# What the exercise asks
The response should consist of every line below, unchanged.

# Source material

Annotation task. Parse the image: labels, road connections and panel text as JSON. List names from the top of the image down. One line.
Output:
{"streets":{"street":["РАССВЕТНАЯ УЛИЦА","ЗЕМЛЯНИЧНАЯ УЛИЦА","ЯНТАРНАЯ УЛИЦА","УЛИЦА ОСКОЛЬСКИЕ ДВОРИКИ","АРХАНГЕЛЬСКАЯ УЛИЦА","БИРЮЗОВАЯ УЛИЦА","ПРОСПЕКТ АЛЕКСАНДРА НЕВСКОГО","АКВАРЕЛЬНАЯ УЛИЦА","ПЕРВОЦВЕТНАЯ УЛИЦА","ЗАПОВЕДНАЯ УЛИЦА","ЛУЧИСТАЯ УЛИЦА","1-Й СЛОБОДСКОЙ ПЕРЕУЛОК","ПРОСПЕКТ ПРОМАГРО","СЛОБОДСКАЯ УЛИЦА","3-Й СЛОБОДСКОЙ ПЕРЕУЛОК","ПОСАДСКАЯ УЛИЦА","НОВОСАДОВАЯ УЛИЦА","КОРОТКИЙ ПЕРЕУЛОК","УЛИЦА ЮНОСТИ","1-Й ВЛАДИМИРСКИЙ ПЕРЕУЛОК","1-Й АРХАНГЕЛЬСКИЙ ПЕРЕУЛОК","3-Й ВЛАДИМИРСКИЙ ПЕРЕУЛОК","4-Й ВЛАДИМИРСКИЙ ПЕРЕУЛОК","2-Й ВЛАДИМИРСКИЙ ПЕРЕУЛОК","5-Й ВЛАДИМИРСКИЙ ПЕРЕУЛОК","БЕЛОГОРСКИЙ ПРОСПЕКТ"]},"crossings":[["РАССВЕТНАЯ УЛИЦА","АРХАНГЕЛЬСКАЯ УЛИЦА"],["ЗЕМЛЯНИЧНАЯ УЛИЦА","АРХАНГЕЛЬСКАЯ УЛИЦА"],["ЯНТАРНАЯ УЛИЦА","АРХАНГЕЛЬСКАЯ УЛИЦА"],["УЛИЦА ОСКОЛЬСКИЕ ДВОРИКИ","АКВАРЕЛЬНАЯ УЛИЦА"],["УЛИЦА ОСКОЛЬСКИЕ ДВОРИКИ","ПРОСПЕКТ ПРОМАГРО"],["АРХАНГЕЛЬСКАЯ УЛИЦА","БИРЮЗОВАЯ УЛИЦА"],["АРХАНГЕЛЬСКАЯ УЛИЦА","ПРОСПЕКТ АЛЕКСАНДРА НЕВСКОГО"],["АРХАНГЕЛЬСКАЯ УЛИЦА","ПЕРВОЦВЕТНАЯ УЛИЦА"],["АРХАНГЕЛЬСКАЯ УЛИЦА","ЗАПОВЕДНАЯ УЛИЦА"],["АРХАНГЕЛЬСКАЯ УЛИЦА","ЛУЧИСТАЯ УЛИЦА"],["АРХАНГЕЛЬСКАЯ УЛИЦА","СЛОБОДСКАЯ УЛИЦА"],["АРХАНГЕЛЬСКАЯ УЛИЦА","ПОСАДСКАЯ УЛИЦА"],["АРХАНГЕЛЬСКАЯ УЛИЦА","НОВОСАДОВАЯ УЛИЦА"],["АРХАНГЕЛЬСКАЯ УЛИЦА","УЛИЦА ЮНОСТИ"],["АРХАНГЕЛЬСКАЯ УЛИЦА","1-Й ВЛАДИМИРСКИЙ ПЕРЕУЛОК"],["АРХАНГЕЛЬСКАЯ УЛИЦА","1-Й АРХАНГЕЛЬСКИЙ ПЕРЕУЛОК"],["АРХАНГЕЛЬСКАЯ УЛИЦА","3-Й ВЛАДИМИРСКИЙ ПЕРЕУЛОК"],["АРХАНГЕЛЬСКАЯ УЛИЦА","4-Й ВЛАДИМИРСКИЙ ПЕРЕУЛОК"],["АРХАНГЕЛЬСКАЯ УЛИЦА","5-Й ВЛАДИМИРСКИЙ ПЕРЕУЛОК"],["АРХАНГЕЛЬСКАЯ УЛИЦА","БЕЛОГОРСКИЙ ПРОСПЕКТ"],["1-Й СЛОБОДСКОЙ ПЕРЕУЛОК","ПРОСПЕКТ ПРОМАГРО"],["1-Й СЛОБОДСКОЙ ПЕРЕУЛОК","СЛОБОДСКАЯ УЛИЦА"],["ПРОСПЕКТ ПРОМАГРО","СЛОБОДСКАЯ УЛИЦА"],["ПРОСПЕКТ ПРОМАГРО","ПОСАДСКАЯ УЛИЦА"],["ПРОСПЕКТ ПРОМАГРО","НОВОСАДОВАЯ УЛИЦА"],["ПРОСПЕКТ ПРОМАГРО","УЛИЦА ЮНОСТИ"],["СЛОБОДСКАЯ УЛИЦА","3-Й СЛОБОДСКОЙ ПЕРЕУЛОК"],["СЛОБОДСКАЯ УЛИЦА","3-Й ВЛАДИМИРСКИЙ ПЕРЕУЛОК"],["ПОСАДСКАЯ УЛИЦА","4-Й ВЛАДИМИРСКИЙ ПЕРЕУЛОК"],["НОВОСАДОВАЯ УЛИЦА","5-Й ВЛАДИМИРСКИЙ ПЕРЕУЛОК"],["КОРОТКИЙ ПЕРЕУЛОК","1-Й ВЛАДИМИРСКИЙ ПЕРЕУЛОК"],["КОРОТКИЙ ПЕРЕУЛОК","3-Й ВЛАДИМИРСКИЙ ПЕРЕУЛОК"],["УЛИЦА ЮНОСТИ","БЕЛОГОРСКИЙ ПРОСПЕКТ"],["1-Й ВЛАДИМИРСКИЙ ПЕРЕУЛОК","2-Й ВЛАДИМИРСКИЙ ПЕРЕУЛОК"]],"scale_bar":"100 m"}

# Task answer
Annotation task. Parse the image: labels, road connections and panel text as JSON. List names from the top of the image down. One line.
Output:
{"streets":{"street":["РАССВЕТНАЯ УЛИЦА","ЗЕМЛЯНИЧНАЯ УЛИЦА","ЯНТАРНАЯ УЛИЦА","УЛИЦА ОСКОЛЬСКИЕ ДВОРИКИ","АРХАНГЕЛЬСКАЯ УЛИЦА","БИРЮЗОВАЯ УЛИЦА","ПРОСПЕКТ АЛЕКСАНДРА НЕВСКОГО","АКВАРЕЛЬНАЯ УЛИЦА","ПЕРВОЦВЕТНАЯ УЛИЦА","ЗАПОВЕДНАЯ УЛИЦА","ЛУЧИСТАЯ УЛИЦА","1-Й СЛОБОДСКОЙ ПЕРЕУЛОК","ПРОСПЕКТ ПРОМАГРО","СЛОБОДСКАЯ УЛИЦА","3-Й СЛОБОДСКОЙ ПЕРЕУЛОК","ПОСАДСКАЯ УЛИЦА","НОВОСАДОВАЯ УЛИЦА","КОРОТКИЙ ПЕРЕУЛОК","УЛИЦА ЮНОСТИ","1-Й ВЛАДИМИРСКИЙ ПЕРЕУЛОК","1-Й АРХАНГЕЛЬСКИЙ ПЕРЕУЛОК","3-Й ВЛАДИМИРСКИЙ ПЕРЕУЛОК","4-Й ВЛАДИМИРСКИЙ ПЕРЕУЛОК","2-Й ВЛАДИМИРСКИЙ ПЕРЕУЛОК","5-Й ВЛАДИМИРСКИЙ ПЕРЕУЛОК","БЕЛОГОРСКИЙ ПРОСПЕКТ"]},"crossings":[["РАССВЕТНАЯ УЛИЦА","АРХАНГЕЛЬСКАЯ УЛИЦА"],["ЗЕМЛЯНИЧНАЯ УЛИЦА","АРХАНГЕЛЬСКАЯ УЛИЦА"],["ЯНТАРНАЯ УЛИЦА","АРХАНГЕЛЬСКАЯ УЛИЦА"],["УЛИЦА ОСКОЛЬСКИЕ ДВОРИКИ","АКВАРЕЛЬНАЯ УЛИЦА"],["УЛИЦА ОСКОЛЬСКИЕ ДВОРИКИ","ПРОСПЕКТ ПРОМАГРО"],["АРХАНГЕЛЬСКАЯ УЛИЦА","БИРЮЗОВАЯ УЛИЦА"],["АРХАНГЕЛЬСКАЯ УЛИЦА","ПРОСПЕКТ АЛЕКСАНДРА НЕВСКОГО"],["АРХАНГЕЛЬСКАЯ УЛИЦА","ПЕРВОЦВЕТНАЯ УЛИЦА"],["АРХАНГЕЛЬСКАЯ УЛИЦА","ЗАПОВЕДНАЯ УЛИЦА"],["АРХАНГЕЛЬСКАЯ УЛИЦА","ЛУЧИСТАЯ УЛИЦА"],["АРХАНГЕЛЬСКАЯ УЛИЦА","СЛОБОДСКАЯ УЛИЦА"],["АРХАНГЕЛЬСКАЯ УЛИЦА","ПОСАДСКАЯ УЛИЦА"],["АРХАНГЕЛЬСКАЯ УЛИЦА","НОВОСАДОВАЯ УЛИЦА"],["АРХАНГЕЛЬСКАЯ УЛИЦА","УЛИЦА ЮНОСТИ"],["АРХАНГЕЛЬСКАЯ УЛИЦА","1-Й ВЛАДИМИРСКИЙ ПЕРЕУЛОК"],["АРХАНГЕЛЬСКАЯ УЛИЦА","1-Й АРХАНГЕЛЬСКИЙ ПЕРЕУЛОК"],["АРХАНГЕЛЬСКАЯ УЛИЦА","3-Й ВЛАДИМИРСКИЙ ПЕРЕУЛОК"],["АРХАНГЕЛЬСКАЯ УЛИЦА","4-Й ВЛАДИМИРСКИЙ ПЕРЕУЛОК"],["АРХАНГЕЛЬСКАЯ УЛИЦА","5-Й ВЛАДИМИРСКИЙ ПЕРЕУЛОК"],["АРХАНГЕЛЬСКАЯ УЛИЦА","БЕЛОГОРСКИЙ ПРОСПЕКТ"],["1-Й СЛОБОДСКОЙ ПЕРЕУЛОК","ПРОСПЕКТ ПРОМАГРО"],["1-Й СЛОБОДСКОЙ ПЕРЕУЛОК","СЛОБОДСКАЯ УЛИЦА"],["ПРОСПЕКТ ПРОМАГРО","СЛОБОДСКАЯ УЛИЦА"],["ПРОСПЕКТ ПРОМАГРО","ПОСАДСКАЯ УЛИЦА"],["ПРОСПЕКТ ПРОМАГРО","НОВОСАДОВАЯ УЛИЦА"],["ПРОСПЕКТ ПРОМАГРО","УЛИЦА ЮНОСТИ"],["СЛОБОДСКАЯ УЛИЦА","3-Й СЛОБОДСКОЙ ПЕРЕУЛОК"],["СЛОБОДСКАЯ УЛИЦА","3-Й ВЛАДИМИРСКИЙ ПЕРЕУЛОК"],["ПОСАДСКАЯ УЛИЦА","4-Й ВЛАДИМИРСКИЙ ПЕРЕУЛОК"],["НОВОСАДОВАЯ УЛИЦА","5-Й ВЛАДИМИРСКИЙ ПЕРЕУЛОК"],["КОРОТКИЙ ПЕРЕУЛОК","1-Й ВЛАДИМИРСКИЙ ПЕРЕУЛОК"],["КОРОТКИЙ ПЕРЕУЛОК","3-Й ВЛАДИМИРСКИЙ ПЕРЕУЛОК"],["УЛИЦА ЮНОСТИ","БЕЛОГОРСКИЙ ПРОСПЕКТ"],["1-Й ВЛАДИМИРСКИЙ ПЕРЕУЛОК","2-Й ВЛАДИМИРСКИЙ ПЕРЕУЛОК"]],"scale_bar":"100 m"}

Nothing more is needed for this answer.